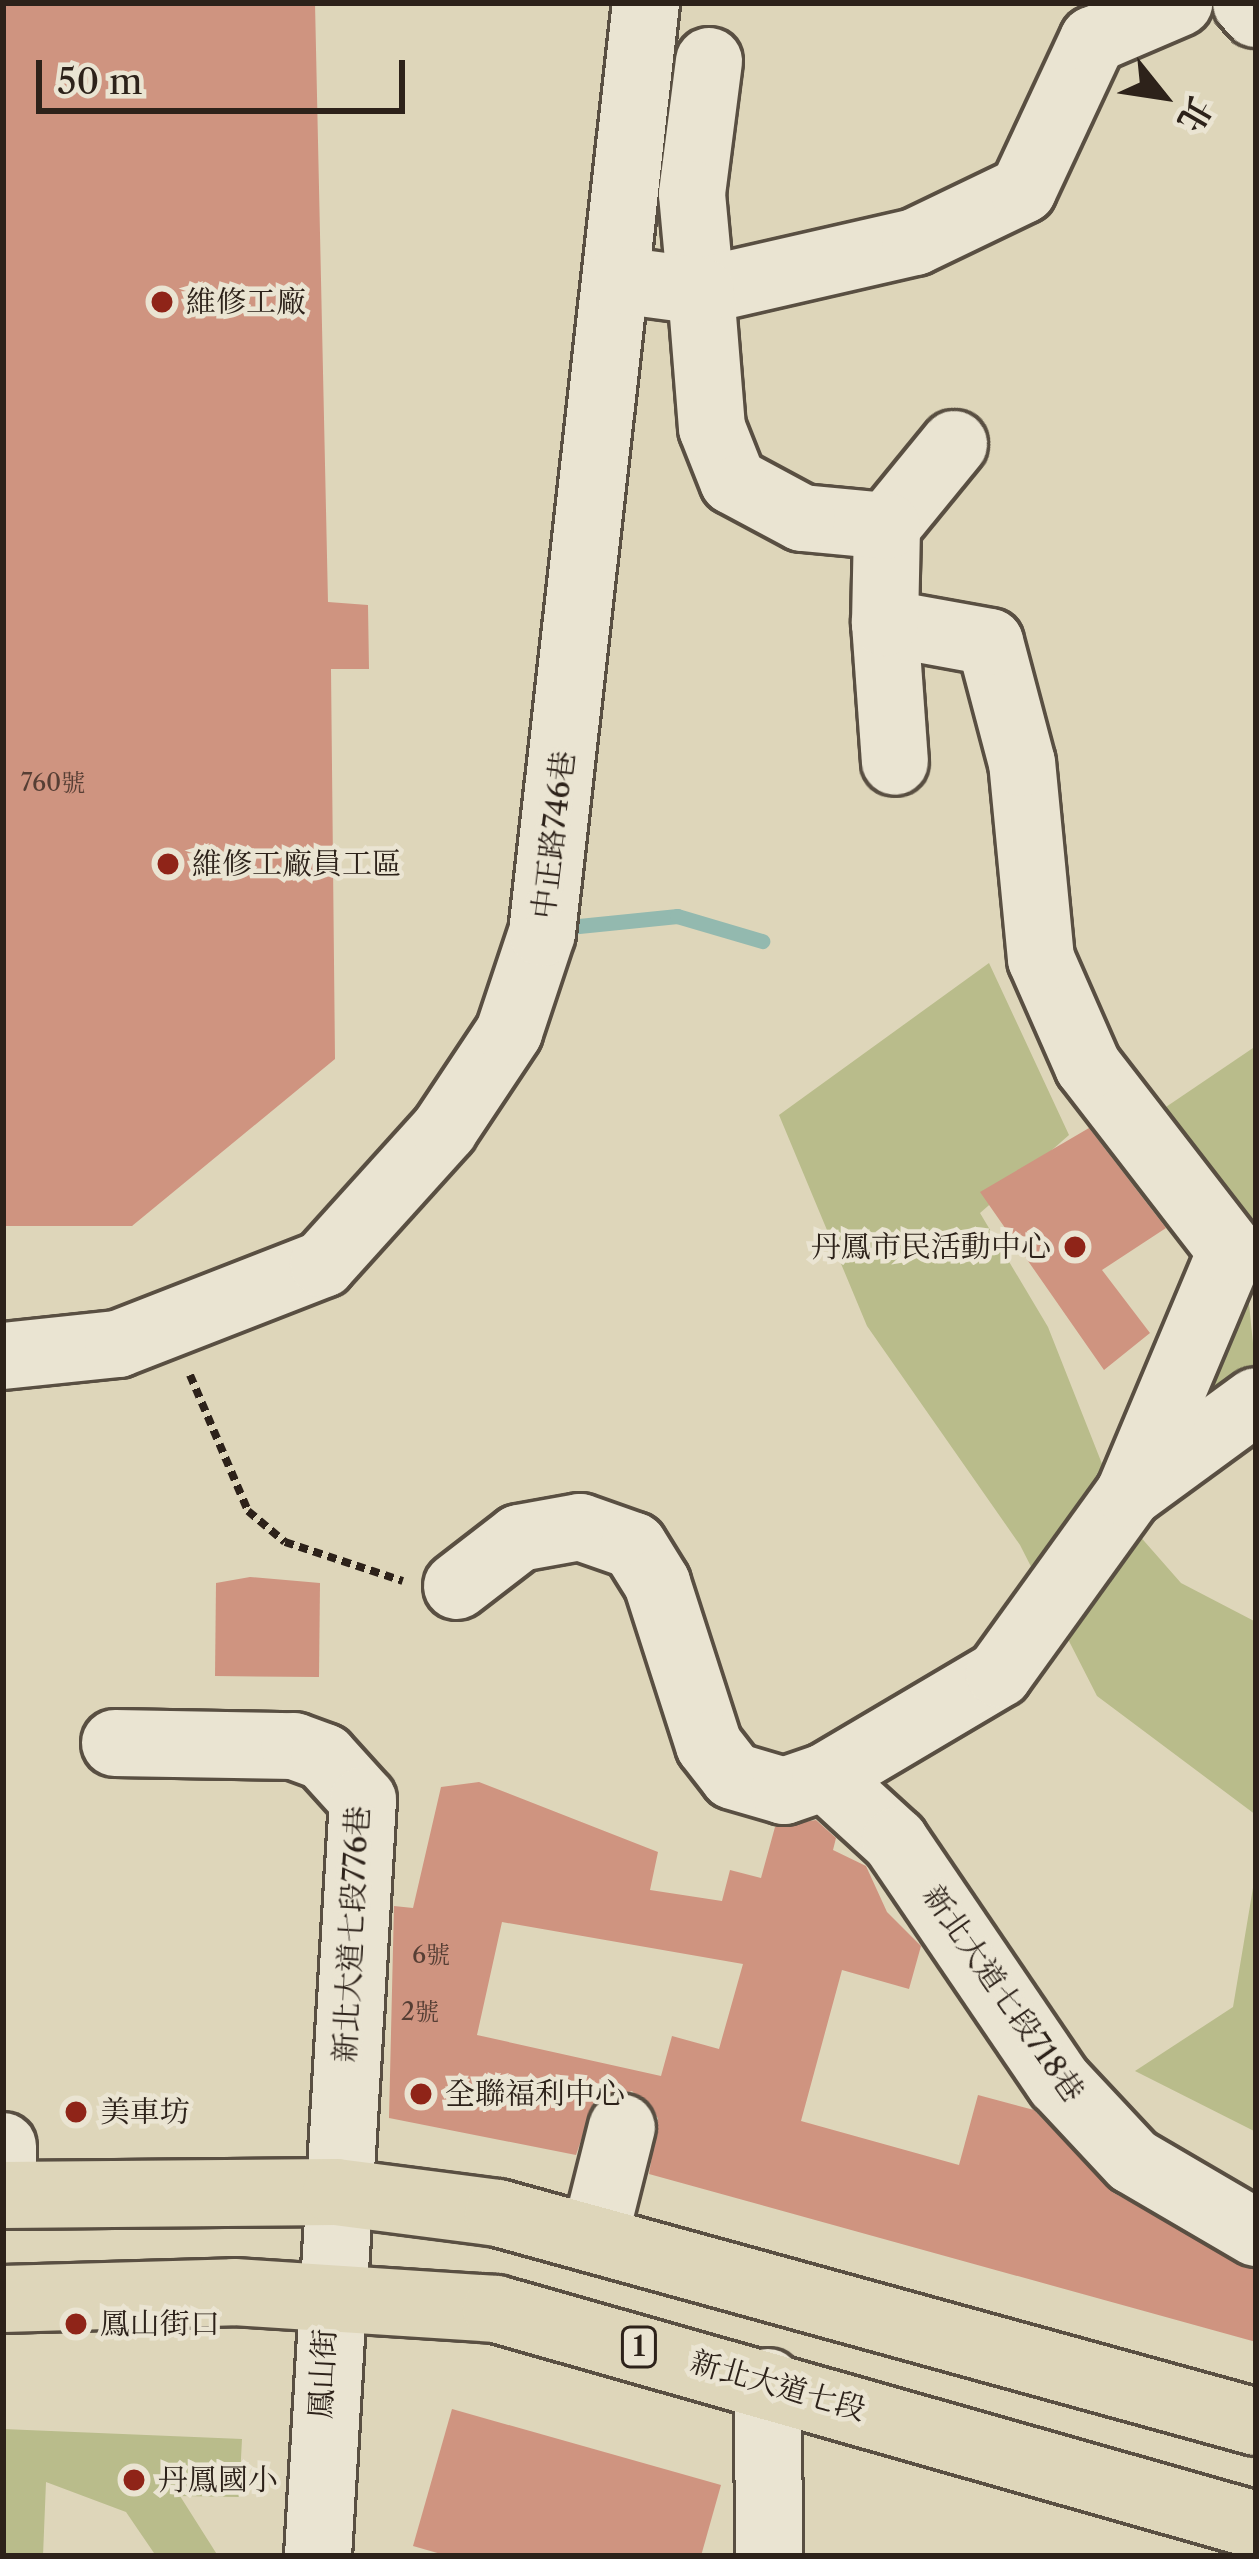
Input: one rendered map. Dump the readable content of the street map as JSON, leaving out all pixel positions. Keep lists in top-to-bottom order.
{
  "streets": {
    "main road": ["1", "新北大道七段"],
    "street": [
      "中正路746巷",
      "新北大道七段776巷",
      "新北大道七段718巷",
      "鳳山街"
    ]
  },
  "crossings": [
    ["新北大道七段776巷", "鳳山街"],
    ["鳳山街", "新北大道七段"]
  ],
  "places": [
    "維修工廠",
    "維修工廠員工區",
    "丹鳳市民活動中心",
    "全聯福利中心",
    "美車坊",
    "鳳山街口",
    "丹鳳國小"
  ],
  "house_numbers": ["760號", "6號", "2號"],
  "scale_bar": "50 m",
  "north": "bottom right"
}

++++

* ASSIGNMENT:
All records above need to be returned exactly. Omit the pictures.

* OUTPUT BELOW:
Input: one rendered map. Dump the readable content of the street map as JSON, leaving out all pixel positions. Keep lists in top-to-bottom order.
{
  "streets": {
    "main road": ["1", "新北大道七段"],
    "street": [
      "中正路746巷",
      "新北大道七段776巷",
      "新北大道七段718巷",
      "鳳山街"
    ]
  },
  "crossings": [
    ["新北大道七段776巷", "鳳山街"],
    ["鳳山街", "新北大道七段"]
  ],
  "places": [
    "維修工廠",
    "維修工廠員工區",
    "丹鳳市民活動中心",
    "全聯福利中心",
    "美車坊",
    "鳳山街口",
    "丹鳳國小"
  ],
  "house_numbers": ["760號", "6號", "2號"],
  "scale_bar": "50 m",
  "north": "bottom right"
}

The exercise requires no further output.